#### [YOUR INSTRUCTIONS]
Lines with "Elevation": pull these out of the listing below.

********************

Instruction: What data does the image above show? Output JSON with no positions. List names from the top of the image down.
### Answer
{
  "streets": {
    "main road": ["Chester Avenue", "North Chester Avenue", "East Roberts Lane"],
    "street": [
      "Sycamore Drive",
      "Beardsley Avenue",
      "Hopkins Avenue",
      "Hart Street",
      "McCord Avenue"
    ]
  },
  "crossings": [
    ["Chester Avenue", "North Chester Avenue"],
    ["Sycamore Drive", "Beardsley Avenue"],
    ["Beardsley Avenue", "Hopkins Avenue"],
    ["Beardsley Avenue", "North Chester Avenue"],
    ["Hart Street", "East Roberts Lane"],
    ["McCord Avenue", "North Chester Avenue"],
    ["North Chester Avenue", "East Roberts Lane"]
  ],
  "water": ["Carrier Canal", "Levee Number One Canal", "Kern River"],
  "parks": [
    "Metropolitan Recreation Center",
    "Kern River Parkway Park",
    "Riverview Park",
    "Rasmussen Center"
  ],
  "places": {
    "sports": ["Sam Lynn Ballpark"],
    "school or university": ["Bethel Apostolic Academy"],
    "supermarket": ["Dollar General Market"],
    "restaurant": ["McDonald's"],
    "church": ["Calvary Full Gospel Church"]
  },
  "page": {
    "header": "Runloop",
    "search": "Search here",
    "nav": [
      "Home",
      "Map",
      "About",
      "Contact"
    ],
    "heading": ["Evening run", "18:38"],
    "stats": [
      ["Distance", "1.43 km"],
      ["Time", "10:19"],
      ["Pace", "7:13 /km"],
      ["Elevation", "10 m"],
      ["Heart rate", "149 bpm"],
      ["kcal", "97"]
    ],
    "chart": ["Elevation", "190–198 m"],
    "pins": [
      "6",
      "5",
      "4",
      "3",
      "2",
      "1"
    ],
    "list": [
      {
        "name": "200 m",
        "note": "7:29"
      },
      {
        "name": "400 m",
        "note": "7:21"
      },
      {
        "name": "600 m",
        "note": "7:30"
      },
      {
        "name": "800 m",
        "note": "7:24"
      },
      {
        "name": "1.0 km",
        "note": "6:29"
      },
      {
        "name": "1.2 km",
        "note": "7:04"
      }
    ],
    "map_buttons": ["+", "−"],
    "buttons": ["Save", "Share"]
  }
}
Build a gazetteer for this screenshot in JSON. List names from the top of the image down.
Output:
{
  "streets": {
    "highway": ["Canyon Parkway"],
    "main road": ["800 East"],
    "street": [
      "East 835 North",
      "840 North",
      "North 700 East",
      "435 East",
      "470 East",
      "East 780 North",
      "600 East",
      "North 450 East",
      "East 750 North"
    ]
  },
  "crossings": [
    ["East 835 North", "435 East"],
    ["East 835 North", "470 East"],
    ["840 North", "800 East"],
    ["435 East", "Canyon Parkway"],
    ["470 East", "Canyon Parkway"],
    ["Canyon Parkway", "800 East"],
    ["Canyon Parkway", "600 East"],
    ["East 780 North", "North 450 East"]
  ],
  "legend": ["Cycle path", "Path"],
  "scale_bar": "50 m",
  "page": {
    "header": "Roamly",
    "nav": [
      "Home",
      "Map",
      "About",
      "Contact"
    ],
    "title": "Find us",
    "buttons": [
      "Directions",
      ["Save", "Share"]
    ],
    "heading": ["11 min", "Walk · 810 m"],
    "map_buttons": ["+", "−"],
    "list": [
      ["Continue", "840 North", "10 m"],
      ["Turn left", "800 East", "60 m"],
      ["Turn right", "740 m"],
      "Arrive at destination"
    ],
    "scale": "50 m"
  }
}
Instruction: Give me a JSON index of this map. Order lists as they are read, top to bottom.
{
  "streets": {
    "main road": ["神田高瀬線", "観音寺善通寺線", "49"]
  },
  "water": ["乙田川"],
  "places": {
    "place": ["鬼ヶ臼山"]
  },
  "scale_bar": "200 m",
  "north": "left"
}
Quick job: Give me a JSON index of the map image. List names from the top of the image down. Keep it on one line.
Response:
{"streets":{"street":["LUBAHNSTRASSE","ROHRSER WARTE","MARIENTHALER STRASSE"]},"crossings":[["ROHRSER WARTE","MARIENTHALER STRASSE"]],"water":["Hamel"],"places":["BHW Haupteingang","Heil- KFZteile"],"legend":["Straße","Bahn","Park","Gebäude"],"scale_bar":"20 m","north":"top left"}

********************

#### [ANSWER]
      ["Elevation", "10 m"],
    "chart": ["Elevation", "190–198 m"],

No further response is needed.